A sincere question to Go programmers – what's your take on "Parse, Don't Validate"?
> what's your take on "Parse, Don't Validate"
Always aspire to that. Translating that to Go conventions, the constructor has to have signature like:
func NewT() (T, error) {
...
}
Such signatures exist in the stdlib, e.g. https://cs.opensource.google/go/go/+/refs/tags/go1.25.7:src/... although I've met old-hands that were surprised by it.In larger codebases, I've noticed an emergent phenomenon that usually the T{} itself (bypassing NewT constructor) tends to be unusable anyway, hence the constructor will enforce "parse, don't validate" just well enough. Only very trivial T{} won't have a nilable private field, such as a pointer, func, or chan.
I'd say that "making zero a meaningful value" does not scale well when codebase grows.
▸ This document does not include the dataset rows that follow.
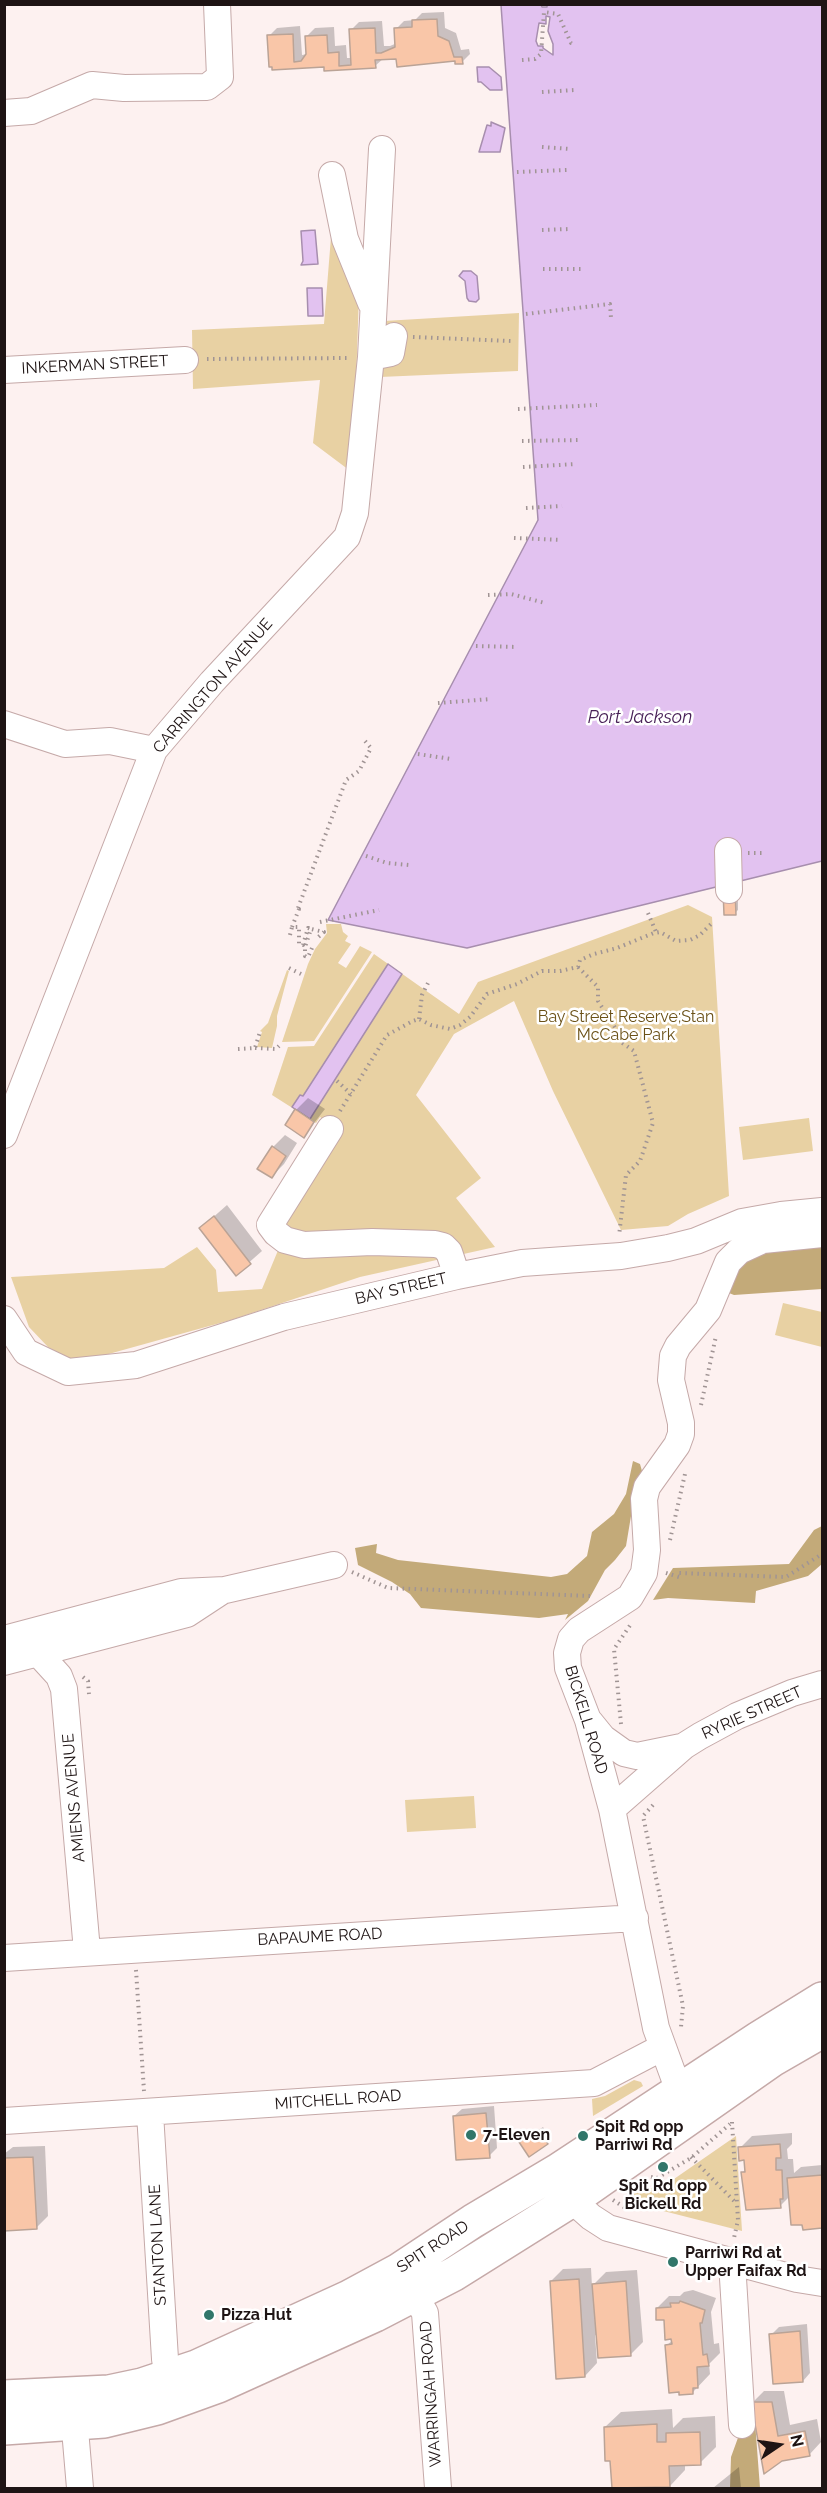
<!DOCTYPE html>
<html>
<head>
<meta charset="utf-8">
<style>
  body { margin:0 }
  #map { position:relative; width:827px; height:2493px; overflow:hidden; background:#fdf1f0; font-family:Raleway,sans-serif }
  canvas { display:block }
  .frame { position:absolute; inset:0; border:6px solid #1e1414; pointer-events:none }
  .north { position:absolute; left:749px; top:2415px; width:60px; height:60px; -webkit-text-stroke:4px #fff; paint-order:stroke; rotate:77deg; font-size:16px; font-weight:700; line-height:24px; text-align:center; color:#1e1414 }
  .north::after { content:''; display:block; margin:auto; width:21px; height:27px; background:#1e1414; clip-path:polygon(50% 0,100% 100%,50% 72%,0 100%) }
</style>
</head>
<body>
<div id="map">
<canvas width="827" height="2493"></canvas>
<div class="frame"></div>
<div class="north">N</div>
</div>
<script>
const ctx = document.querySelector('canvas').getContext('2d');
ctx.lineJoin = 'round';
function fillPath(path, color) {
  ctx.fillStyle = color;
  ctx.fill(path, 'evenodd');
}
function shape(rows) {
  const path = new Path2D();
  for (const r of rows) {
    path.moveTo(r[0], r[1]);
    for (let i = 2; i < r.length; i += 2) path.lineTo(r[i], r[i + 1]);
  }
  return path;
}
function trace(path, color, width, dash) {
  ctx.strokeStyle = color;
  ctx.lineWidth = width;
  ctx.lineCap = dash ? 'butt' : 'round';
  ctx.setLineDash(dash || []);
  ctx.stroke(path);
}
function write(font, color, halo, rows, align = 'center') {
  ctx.font = font + ' Raleway,sans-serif';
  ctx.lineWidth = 5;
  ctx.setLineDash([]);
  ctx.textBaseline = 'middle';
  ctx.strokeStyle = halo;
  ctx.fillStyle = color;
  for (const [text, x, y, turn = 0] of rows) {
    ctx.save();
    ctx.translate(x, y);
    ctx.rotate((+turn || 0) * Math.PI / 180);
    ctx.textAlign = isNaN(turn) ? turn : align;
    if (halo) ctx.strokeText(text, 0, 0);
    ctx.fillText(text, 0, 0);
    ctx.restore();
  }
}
fillPath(shape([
  [331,237,359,293,353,473,313,443,320,380,193,389,192,330,324,324],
  [519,313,518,371,380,377,384,321],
  [688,905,712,917,729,1196,688,1214,668,1226,621,1230,553,1091,514,1001,454,1034,416,1095,481,1178,456,1198,495,1247,360,1277,231,1320,105,1355,72,1360,48,1347,29,1327,11,1277,164,1268,197,1247,216,1270,218,1292,262,1289,279,1248,278,1222,336,1128,320,1117,316,1123,272,1095,288,1047,314,1046,374,954,459,1014,478,982],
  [326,924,341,924,343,932,348,936,345,941,351,944,338,963,346,968,360,946,372,952,314,1041,282,1042,308,964,315,949,327,933],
  [287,970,289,971,277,1016,277,1026,272,1048,257,1047,262,1032,260,1031,268,1023],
  [809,1118,813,1151,743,1160,739,1127],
  [783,1303,822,1312,822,1347,775,1335],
  [474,1796,476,1828,407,1832,405,1800],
  [634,2080,641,2082,643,2086,593,2116,592,2099,605,2096],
  [736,2136,742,2231,628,2202,629,2193,643,2188,661,2188]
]), '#e8d1a3');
fillPath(shape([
  [822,1244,822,1289,734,1295,729,1293,742,1263,752,1254],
  [633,1461,640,1464,642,1471,634,1498,626,1546,615,1560,605,1570,588,1601,565,1620,568,1614,539,1618,421,1608,410,1594,392,1582,358,1565,355,1548,377,1544,376,1553,398,1560,551,1577,567,1574,587,1556,592,1532,614,1514,626,1494],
  [822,1526,822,1564,808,1576,756,1591,755,1603,668,1598,653,1600,673,1568,789,1564,814,1530],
  [755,2422,760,2488,730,2488,731,2457,739,2435,753,2429]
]), '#c3aa79');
const water = shape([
  [547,4,822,5,822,861,467,948,328,920,538,520,501,5,541,5,542,7,547,7,547,4],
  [546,16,550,17,548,31,553,44,553,55,543,48,543,46,538,46,536,41,539,23,546,24,546,16],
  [477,67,489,67,501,77,502,90,490,90,481,82,478,82,477,67],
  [491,122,505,128,500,152,479,152,487,125,491,126,491,122],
  [315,230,318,264,301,265,303,261,301,231,315,230],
  [463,271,471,271,477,276,479,299,476,302,469,301,467,298,465,281,459,276,463,271],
  [307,288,322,288,323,316,308,316,307,288],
  [388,964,402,974,310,1119,292,1107,300,1095,303,1096,388,964]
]);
fillPath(water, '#e2c2f0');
trace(water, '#a78eae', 1.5);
fillPath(shape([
  [444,12,445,28,456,33,461,50,469,49,470,54,462,62,456,60,398,57,384,58,375,66,326,69,326,65,274,68,269,36,277,28,300,26,302,55,308,54,307,36,315,28,334,27,335,46,346,45,347,58,353,58,351,30,359,22,382,21,384,46,390,46,397,43,396,29,404,21,415,20,422,13],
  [738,887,738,910,735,913,725,913],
  [308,1098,325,1109,304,1136,296,1110],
  [285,1135,297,1143,284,1164,272,1176,273,1147],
  [227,1205,262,1251,237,1273,201,1228],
  [494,2106,497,2148,489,2156,454,2116,462,2109],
  [543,2127,551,2140,547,2143,525,2139],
  [792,2133,792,2144,787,2149,788,2159,793,2159,794,2173,801,2167,822,2165,822,2227,804,2228,790,2196,780,2206,742,2173,746,2169,745,2158,740,2148,752,2136],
  [45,2146,48,2216,36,2228,4,2217,4,2154,13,2147],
  [591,2268,592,2286,606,2272,637,2270,643,2342,631,2354,595,2335,597,2363,585,2376,551,2281,563,2269],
  [693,2290,716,2298,711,2312,714,2344,719,2343,720,2353,709,2364,710,2374,693,2392,667,2345,673,2340,665,2318,657,2308,669,2296,680,2296,684,2292],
  [807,2324,810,2373,803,2381,771,2335,779,2327],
  [764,2391,784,2391,790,2425,817,2419,821,2442,809,2455,781,2460,752,2403],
  [672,2409,673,2428,683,2418,715,2416,716,2447,700,2463,685,2464,685,2470,670,2486,613,2488,612,2459,605,2427,621,2412],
  [739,2467,741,2488,713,2488]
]), '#0003');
const building = shape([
  [437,19,438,36,449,41,454,57,462,57,463,64,455,64,455,61,397,67,396,59,375,60,376,68,324,71,324,67,272,70,272,67,269,67,267,35,293,34,294,62,301,61,306,54,305,36,327,35,328,53,339,52,339,66,351,65,349,29,375,28,376,53,381,53,395,47,394,28,412,27,412,20,437,19],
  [723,890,735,890,736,915,724,915,723,890],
  [295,1109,314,1122,304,1138,285,1125,295,1109],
  [272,1146,286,1156,272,1178,257,1169,272,1146],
  [214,1216,251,1264,236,1276,199,1228,214,1216],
  [486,2113,490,2158,456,2160,453,2116,486,2113],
  [539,2130,548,2144,529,2157,519,2142,539,2130],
  [780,2144,781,2158,776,2158,776,2170,782,2170,783,2199,780,2199,781,2208,746,2210,741,2172,745,2172,744,2160,739,2161,738,2147,780,2144],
  [33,2157,37,2229,4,2231,4,2158,33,2157],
  [822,2175,822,2228,803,2230,802,2225,791,2225,787,2178,822,2175],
  [579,2279,585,2377,556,2379,550,2281,579,2279],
  [626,2281,631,2356,598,2358,592,2284,626,2281],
  [680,2301,705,2310,702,2323,700,2323,703,2355,707,2354,709,2366,697,2367,698,2388,693,2388,693,2394,679,2395,679,2392,669,2393,665,2345,672,2344,671,2339,665,2340,664,2320,656,2320,656,2308,671,2307,670,2303,679,2303,680,2301],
  [800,2331,803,2382,773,2384,769,2334,800,2331],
  [751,2402,772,2402,778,2436,805,2431,810,2456,782,2461,764,2474,751,2402],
  [657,2424,657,2442,666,2442,666,2433,700,2432,701,2465,669,2466,670,2487,612,2488,610,2461,605,2461,604,2427,657,2424]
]);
fillPath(building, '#f9c6a8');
trace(building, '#baa396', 1.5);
const minor = shape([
  [4,113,31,111,92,85,124,88,207,87,220,77,217,4],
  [332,175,345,239,371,303],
  [371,357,391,353,394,336],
  [4,370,185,360],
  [4,724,65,744,110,741,154,750],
  [728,851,729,890],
  [330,1129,270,1225,276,1233,285,1240,304,1245,372,1242,435,1244,443,1246,449,1252,457,1276],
  [4,1135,154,750,212,682,347,537,355,513,371,357,382,149],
  [4,1319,26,1352,68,1372,136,1365,284,1317,457,1276,522,1263,621,1256,668,1248,696,1241,742,1222,781,1215,822,1211],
  [4,1639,181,1592,225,1590,334,1565],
  [38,1653,59,1676,64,1689,87,1951],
  [4,1662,187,1614,222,1591],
  [590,1722,603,1738,624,1753,637,1756,681,1747],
  [612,1809,684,1746,700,1736,737,1716,792,1693,822,1684],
  [4,1958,635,1918],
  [688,2107,679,2091,656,2028,612,1809,588,1720,568,1668,567,1653,571,1639,579,1630,630,1597,644,1573,647,1550,644,1499,647,1487,677,1445,681,1434,681,1423,671,1380,673,1356,678,1346,708,1310,728,1262,739,1251,763,1240,822,1234],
  [150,2113,165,2359,168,2377],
  [4,2121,594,2083,663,2047],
  [572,2200,591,2217,608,2228,797,2279,822,2283],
  [732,2262,742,2425],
  [405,2279,425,2313,438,2488],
  [73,2406,80,2488]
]);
const highway = shape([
  [4,2397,109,2392,142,2385,196,2367,349,2297,399,2270,473,2221,557,2171,759,2038,822,1999],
  [4,2428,104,2421,157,2408,218,2386,375,2315,454,2274,572,2200,772,2060,822,2031]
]);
trace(minor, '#c5a9a8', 28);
trace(highway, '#c5a9a8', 36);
trace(shape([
  [522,60,535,59,541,54,544,12,558,14,571,43,575,44],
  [542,92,575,90],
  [542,147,571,149],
  [517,172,567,170],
  [542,230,570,229],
  [543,269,581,269],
  [526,314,610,304,611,318],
  [413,337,512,341],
  [207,359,349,358],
  [518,409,597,405],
  [522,441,579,440],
  [523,467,576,464],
  [526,508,562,506],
  [514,538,561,540],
  [488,595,511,594,545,603],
  [476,646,518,647],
  [438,703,491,699],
  [418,754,451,759],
  [748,853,762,853],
  [366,856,387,863,409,865],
  [298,908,346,780,359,771,371,748,365,741],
  [648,913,656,932],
  [320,922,379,910],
  [292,927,299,909,295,908],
  [290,935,292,927,299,927,299,944,303,945,308,928,311,929],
  [312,948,308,957,305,956,305,947,311,929,324,932,316,939],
  [578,967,598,987,598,1001,616,1029,612,1036,634,1051,653,1123,640,1161,626,1175,619,1236],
  [289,968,301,974],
  [419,1019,422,995,428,983],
  [255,1048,276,1049,279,1046],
  [238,1049,255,1048,260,1032],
  [337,1081,351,1094],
  [340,1111,387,1035,413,1021,419,1019,431,1025,450,1029,460,1025,470,1017,487,994,517,984,542,971,560,971,578,967,580,960,594,954,617,948,654,933,660,932,676,941,690,940,700,935,711,924],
  [701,1405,716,1336],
  [670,1540,685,1474],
  [352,1572,388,1588,590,1596],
  [666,1573,679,1577,679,1573,786,1577,822,1554],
  [83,1677,88,1681,89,1694],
  [621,1724,614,1649,631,1624],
  [653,1805,643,1816,683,2006,681,2027],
  [136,1970,144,2091],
  [732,2122,738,2220,734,2238],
  [691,2157,737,2204],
  [651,2177,657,2178,691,2158,730,2124],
  [613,2200,627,2209]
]), '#a09494', 4, [1.5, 4.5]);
trace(minor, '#fff', 26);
trace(highway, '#fff', 33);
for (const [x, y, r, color] of [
  [471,2135,6,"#31766a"],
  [583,2136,6,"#31766a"],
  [663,2167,6,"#31766a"],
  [673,2262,6,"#31766a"],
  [209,2315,6,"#31766a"]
]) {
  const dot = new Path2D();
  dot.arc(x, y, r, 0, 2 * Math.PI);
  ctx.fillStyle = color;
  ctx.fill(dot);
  trace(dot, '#fff', 2);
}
write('16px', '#1e1414', '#fff', [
  ["INKERMAN STREET",95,365,-3],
  ["CARRINGTON AVENUE",213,686,-49],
  ["BAY STREET",401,1289,-13],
  ["RYRIE STREET",752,1713,-24],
  ["BICKELL ROAD",586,1720,73],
  ["AMIENS AVENUE",74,1798,-95],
  ["BAPAUME ROAD",320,1937,-3],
  ["MITCHELL ROAD",338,2100,-4],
  ["STANTON LANE",158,2245,-93],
  ["SPIT ROAD",433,2247,-33],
  ["WARRINGAH ROAD",431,2394,-94]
]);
write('16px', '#6b5117', '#fff', [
  ["Bay Street Reserve;Stan",626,1017],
  ["McCabe Park",626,1035]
]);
write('bold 16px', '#1e1414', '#fff', [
  ["Spit Rd opp",595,2127],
  ["Parriwi Rd",595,2145],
  ["7-Eleven",483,2135],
  ["Spit Rd opp",663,2186,"center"],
  ["Bickell Rd",663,2204,"center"],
  ["Parriwi Rd at",685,2253],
  ["Upper Faifax Rd",685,2271],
  ["Pizza Hut",221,2315]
], 'left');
write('italic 18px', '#482157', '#fff', [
  ["Port Jackson",640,718]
]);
</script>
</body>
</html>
Not speaking for all Go programmers, but I think there is a lot of merit in the idea of "making zero a meaningful value". Zero Is Initialization (ZII) is a whole philosophy that uses this idea. Also, "nil-punning" in Clojure is worth looking at. Basically, if you make "zero" a valid state for all types (the number 0, an empty array, a null pointer) then you can avoid wrapping values in Option types and design your code for the case where a block of memory is initialized to zero or zeroed out.